Nothing in the records may be altered, so transcribe them exactly.

● **EXTRACTED MATERIAL**:
+---+

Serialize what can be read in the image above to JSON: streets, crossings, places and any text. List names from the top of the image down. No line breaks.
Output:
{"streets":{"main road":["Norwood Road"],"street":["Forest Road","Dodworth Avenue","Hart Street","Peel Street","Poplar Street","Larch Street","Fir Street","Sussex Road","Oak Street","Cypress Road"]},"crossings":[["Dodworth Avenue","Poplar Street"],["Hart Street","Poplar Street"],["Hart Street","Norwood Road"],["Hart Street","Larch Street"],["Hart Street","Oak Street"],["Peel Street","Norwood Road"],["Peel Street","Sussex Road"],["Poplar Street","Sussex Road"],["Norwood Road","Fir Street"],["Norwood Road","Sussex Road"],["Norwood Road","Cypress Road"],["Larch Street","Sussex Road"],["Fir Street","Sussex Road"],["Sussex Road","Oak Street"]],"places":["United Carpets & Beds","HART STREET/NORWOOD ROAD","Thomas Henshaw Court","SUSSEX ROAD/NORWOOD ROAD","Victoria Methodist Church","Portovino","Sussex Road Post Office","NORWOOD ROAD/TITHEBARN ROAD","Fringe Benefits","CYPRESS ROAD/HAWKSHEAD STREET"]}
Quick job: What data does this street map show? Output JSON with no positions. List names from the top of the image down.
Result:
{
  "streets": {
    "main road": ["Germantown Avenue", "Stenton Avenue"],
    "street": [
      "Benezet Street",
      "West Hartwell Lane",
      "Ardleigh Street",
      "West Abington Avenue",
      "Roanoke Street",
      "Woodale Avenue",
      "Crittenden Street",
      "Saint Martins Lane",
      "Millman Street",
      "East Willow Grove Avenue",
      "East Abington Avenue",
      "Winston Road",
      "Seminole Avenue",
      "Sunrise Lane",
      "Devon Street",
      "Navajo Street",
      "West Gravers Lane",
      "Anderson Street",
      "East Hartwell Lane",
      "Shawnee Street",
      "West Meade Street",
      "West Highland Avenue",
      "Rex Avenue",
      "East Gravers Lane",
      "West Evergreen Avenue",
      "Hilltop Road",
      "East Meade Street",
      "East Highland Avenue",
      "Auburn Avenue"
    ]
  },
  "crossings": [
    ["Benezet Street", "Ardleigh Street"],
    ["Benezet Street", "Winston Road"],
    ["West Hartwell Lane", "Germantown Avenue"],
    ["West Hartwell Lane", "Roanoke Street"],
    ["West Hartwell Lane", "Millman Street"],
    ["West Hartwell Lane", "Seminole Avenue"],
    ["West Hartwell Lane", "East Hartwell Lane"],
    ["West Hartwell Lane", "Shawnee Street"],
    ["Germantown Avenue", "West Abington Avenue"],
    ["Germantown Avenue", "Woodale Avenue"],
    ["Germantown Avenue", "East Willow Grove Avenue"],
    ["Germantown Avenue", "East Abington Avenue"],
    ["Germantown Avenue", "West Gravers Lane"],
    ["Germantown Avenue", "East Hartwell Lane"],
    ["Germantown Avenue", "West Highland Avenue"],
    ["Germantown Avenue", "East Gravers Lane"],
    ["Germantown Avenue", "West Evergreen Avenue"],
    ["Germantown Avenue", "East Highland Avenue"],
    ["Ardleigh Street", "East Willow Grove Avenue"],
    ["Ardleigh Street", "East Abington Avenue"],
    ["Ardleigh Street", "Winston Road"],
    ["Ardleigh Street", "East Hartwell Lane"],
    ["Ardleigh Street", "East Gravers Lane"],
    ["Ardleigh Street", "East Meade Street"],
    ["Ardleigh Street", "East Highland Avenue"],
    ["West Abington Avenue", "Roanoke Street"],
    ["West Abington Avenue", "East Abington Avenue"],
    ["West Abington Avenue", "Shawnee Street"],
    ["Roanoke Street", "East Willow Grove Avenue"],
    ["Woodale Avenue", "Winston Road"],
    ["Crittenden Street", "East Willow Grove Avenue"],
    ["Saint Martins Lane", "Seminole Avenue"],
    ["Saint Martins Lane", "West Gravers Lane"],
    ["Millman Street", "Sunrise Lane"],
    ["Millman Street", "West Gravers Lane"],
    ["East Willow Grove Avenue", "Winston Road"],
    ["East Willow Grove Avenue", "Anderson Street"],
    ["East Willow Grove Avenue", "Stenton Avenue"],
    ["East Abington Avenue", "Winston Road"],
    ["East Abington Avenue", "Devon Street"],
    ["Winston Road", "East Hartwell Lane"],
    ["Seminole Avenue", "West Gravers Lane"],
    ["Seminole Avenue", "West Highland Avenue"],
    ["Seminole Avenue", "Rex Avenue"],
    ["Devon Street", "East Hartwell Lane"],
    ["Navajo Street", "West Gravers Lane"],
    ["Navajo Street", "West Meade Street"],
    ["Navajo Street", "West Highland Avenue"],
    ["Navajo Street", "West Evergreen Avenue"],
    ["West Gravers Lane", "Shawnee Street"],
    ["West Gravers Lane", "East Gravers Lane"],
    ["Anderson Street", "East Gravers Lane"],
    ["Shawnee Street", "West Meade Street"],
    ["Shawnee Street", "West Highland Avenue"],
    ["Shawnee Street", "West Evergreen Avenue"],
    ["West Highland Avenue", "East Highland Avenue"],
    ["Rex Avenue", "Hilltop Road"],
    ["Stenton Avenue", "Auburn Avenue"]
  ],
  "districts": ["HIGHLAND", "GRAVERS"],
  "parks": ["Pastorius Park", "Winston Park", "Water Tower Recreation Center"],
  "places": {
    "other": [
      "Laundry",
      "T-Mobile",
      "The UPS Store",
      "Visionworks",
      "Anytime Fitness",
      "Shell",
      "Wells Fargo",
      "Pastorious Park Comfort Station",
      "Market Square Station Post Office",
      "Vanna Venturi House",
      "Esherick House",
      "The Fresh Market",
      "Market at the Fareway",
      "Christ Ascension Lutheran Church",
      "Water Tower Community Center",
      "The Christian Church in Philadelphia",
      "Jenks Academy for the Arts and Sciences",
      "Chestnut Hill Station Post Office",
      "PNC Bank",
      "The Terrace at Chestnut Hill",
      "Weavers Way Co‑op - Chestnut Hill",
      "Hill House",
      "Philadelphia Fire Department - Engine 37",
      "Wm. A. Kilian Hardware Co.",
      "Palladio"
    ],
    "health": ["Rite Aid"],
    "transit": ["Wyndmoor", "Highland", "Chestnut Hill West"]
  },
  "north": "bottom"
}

+---+

● **YOUR RESPONSE**:
Serialize what can be read in the image above to JSON: streets, crossings, places and any text. List names from the top of the image down. No line breaks.
Output:
{"streets":{"main road":["Norwood Road"],"street":["Forest Road","Dodworth Avenue","Hart Street","Peel Street","Poplar Street","Larch Street","Fir Street","Sussex Road","Oak Street","Cypress Road"]},"crossings":[["Dodworth Avenue","Poplar Street"],["Hart Street","Poplar Street"],["Hart Street","Norwood Road"],["Hart Street","Larch Street"],["Hart Street","Oak Street"],["Peel Street","Norwood Road"],["Peel Street","Sussex Road"],["Poplar Street","Sussex Road"],["Norwood Road","Fir Street"],["Norwood Road","Sussex Road"],["Norwood Road","Cypress Road"],["Larch Street","Sussex Road"],["Fir Street","Sussex Road"],["Sussex Road","Oak Street"]],"places":["United Carpets & Beds","HART STREET/NORWOOD ROAD","Thomas Henshaw Court","SUSSEX ROAD/NORWOOD ROAD","Victoria Methodist Church","Portovino","Sussex Road Post Office","NORWOOD ROAD/TITHEBARN ROAD","Fringe Benefits","CYPRESS ROAD/HAWKSHEAD STREET"]}
Quick job: What data does this street map show? Output JSON with no positions. List names from the top of the image down.
Result:
{
  "streets": {
    "main road": ["Germantown Avenue", "Stenton Avenue"],
    "street": [
      "Benezet Street",
      "West Hartwell Lane",
      "Ardleigh Street",
      "West Abington Avenue",
      "Roanoke Street",
      "Woodale Avenue",
      "Crittenden Street",
      "Saint Martins Lane",
      "Millman Street",
      "East Willow Grove Avenue",
      "East Abington Avenue",
      "Winston Road",
      "Seminole Avenue",
      "Sunrise Lane",
      "Devon Street",
      "Navajo Street",
      "West Gravers Lane",
      "Anderson Street",
      "East Hartwell Lane",
      "Shawnee Street",
      "West Meade Street",
      "West Highland Avenue",
      "Rex Avenue",
      "East Gravers Lane",
      "West Evergreen Avenue",
      "Hilltop Road",
      "East Meade Street",
      "East Highland Avenue",
      "Auburn Avenue"
    ]
  },
  "crossings": [
    ["Benezet Street", "Ardleigh Street"],
    ["Benezet Street", "Winston Road"],
    ["West Hartwell Lane", "Germantown Avenue"],
    ["West Hartwell Lane", "Roanoke Street"],
    ["West Hartwell Lane", "Millman Street"],
    ["West Hartwell Lane", "Seminole Avenue"],
    ["West Hartwell Lane", "East Hartwell Lane"],
    ["West Hartwell Lane", "Shawnee Street"],
    ["Germantown Avenue", "West Abington Avenue"],
    ["Germantown Avenue", "Woodale Avenue"],
    ["Germantown Avenue", "East Willow Grove Avenue"],
    ["Germantown Avenue", "East Abington Avenue"],
    ["Germantown Avenue", "West Gravers Lane"],
    ["Germantown Avenue", "East Hartwell Lane"],
    ["Germantown Avenue", "West Highland Avenue"],
    ["Germantown Avenue", "East Gravers Lane"],
    ["Germantown Avenue", "West Evergreen Avenue"],
    ["Germantown Avenue", "East Highland Avenue"],
    ["Ardleigh Street", "East Willow Grove Avenue"],
    ["Ardleigh Street", "East Abington Avenue"],
    ["Ardleigh Street", "Winston Road"],
    ["Ardleigh Street", "East Hartwell Lane"],
    ["Ardleigh Street", "East Gravers Lane"],
    ["Ardleigh Street", "East Meade Street"],
    ["Ardleigh Street", "East Highland Avenue"],
    ["West Abington Avenue", "Roanoke Street"],
    ["West Abington Avenue", "East Abington Avenue"],
    ["West Abington Avenue", "Shawnee Street"],
    ["Roanoke Street", "East Willow Grove Avenue"],
    ["Woodale Avenue", "Winston Road"],
    ["Crittenden Street", "East Willow Grove Avenue"],
    ["Saint Martins Lane", "Seminole Avenue"],
    ["Saint Martins Lane", "West Gravers Lane"],
    ["Millman Street", "Sunrise Lane"],
    ["Millman Street", "West Gravers Lane"],
    ["East Willow Grove Avenue", "Winston Road"],
    ["East Willow Grove Avenue", "Anderson Street"],
    ["East Willow Grove Avenue", "Stenton Avenue"],
    ["East Abington Avenue", "Winston Road"],
    ["East Abington Avenue", "Devon Street"],
    ["Winston Road", "East Hartwell Lane"],
    ["Seminole Avenue", "West Gravers Lane"],
    ["Seminole Avenue", "West Highland Avenue"],
    ["Seminole Avenue", "Rex Avenue"],
    ["Devon Street", "East Hartwell Lane"],
    ["Navajo Street", "West Gravers Lane"],
    ["Navajo Street", "West Meade Street"],
    ["Navajo Street", "West Highland Avenue"],
    ["Navajo Street", "West Evergreen Avenue"],
    ["West Gravers Lane", "Shawnee Street"],
    ["West Gravers Lane", "East Gravers Lane"],
    ["Anderson Street", "East Gravers Lane"],
    ["Shawnee Street", "West Meade Street"],
    ["Shawnee Street", "West Highland Avenue"],
    ["Shawnee Street", "West Evergreen Avenue"],
    ["West Highland Avenue", "East Highland Avenue"],
    ["Rex Avenue", "Hilltop Road"],
    ["Stenton Avenue", "Auburn Avenue"]
  ],
  "districts": ["HIGHLAND", "GRAVERS"],
  "parks": ["Pastorius Park", "Winston Park", "Water Tower Recreation Center"],
  "places": {
    "other": [
      "Laundry",
      "T-Mobile",
      "The UPS Store",
      "Visionworks",
      "Anytime Fitness",
      "Shell",
      "Wells Fargo",
      "Pastorious Park Comfort Station",
      "Market Square Station Post Office",
      "Vanna Venturi House",
      "Esherick House",
      "The Fresh Market",
      "Market at the Fareway",
      "Christ Ascension Lutheran Church",
      "Water Tower Community Center",
      "The Christian Church in Philadelphia",
      "Jenks Academy for the Arts and Sciences",
      "Chestnut Hill Station Post Office",
      "PNC Bank",
      "The Terrace at Chestnut Hill",
      "Weavers Way Co‑op - Chestnut Hill",
      "Hill House",
      "Philadelphia Fire Department - Engine 37",
      "Wm. A. Kilian Hardware Co.",
      "Palladio"
    ],
    "health": ["Rite Aid"],
    "transit": ["Wyndmoor", "Highland", "Chestnut Hill West"]
  },
  "north": "bottom"
}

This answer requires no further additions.